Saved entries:
+++

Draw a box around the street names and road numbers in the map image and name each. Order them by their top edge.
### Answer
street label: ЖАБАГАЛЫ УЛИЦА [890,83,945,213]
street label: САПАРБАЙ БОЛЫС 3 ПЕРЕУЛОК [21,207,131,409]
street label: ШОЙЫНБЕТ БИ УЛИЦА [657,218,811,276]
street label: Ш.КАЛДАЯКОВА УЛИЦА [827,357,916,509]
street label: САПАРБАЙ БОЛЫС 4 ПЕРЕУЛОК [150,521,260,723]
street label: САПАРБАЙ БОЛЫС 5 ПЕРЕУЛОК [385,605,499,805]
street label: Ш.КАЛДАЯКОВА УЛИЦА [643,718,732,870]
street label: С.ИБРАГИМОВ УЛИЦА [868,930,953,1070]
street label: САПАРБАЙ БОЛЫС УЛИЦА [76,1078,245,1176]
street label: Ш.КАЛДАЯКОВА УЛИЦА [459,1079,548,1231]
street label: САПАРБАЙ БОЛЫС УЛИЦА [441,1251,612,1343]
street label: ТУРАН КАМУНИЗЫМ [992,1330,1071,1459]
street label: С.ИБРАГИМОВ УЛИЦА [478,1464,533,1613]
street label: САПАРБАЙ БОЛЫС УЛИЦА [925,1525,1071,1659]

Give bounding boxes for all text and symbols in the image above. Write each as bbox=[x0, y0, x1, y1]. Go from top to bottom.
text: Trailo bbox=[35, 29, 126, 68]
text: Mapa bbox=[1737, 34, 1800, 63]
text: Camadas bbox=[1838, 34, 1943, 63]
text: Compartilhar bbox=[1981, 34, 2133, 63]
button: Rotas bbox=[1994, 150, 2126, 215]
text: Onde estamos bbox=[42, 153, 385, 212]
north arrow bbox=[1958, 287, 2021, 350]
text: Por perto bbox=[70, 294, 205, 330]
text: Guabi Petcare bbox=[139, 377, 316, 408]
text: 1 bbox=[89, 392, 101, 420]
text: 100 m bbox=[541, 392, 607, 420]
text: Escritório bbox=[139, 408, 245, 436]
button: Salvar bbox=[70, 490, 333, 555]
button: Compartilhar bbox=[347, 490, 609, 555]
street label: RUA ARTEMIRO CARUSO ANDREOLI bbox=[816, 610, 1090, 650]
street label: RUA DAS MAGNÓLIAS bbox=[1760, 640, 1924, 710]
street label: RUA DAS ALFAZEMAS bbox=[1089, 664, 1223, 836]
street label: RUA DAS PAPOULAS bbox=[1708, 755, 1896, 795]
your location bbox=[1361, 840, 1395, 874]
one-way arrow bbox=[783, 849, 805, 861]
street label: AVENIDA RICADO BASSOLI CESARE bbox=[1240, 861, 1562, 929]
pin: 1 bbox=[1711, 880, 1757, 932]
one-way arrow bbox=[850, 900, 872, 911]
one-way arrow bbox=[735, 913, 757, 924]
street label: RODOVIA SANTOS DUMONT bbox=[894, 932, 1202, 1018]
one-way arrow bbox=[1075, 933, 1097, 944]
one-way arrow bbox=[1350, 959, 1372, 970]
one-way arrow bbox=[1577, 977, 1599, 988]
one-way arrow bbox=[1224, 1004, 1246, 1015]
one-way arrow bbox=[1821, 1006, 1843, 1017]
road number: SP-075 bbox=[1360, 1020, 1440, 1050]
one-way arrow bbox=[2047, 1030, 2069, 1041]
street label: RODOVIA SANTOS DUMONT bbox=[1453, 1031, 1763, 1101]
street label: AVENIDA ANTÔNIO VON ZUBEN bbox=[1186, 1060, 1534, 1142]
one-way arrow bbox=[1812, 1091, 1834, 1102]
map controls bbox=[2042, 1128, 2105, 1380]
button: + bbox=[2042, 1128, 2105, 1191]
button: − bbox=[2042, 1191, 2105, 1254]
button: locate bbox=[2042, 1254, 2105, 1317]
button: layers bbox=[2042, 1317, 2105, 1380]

+++

§ Exercise goal:
Provide the count of lines in the data above containing "Compartilhar", and nothing further.

§ Solution for this exercise:
2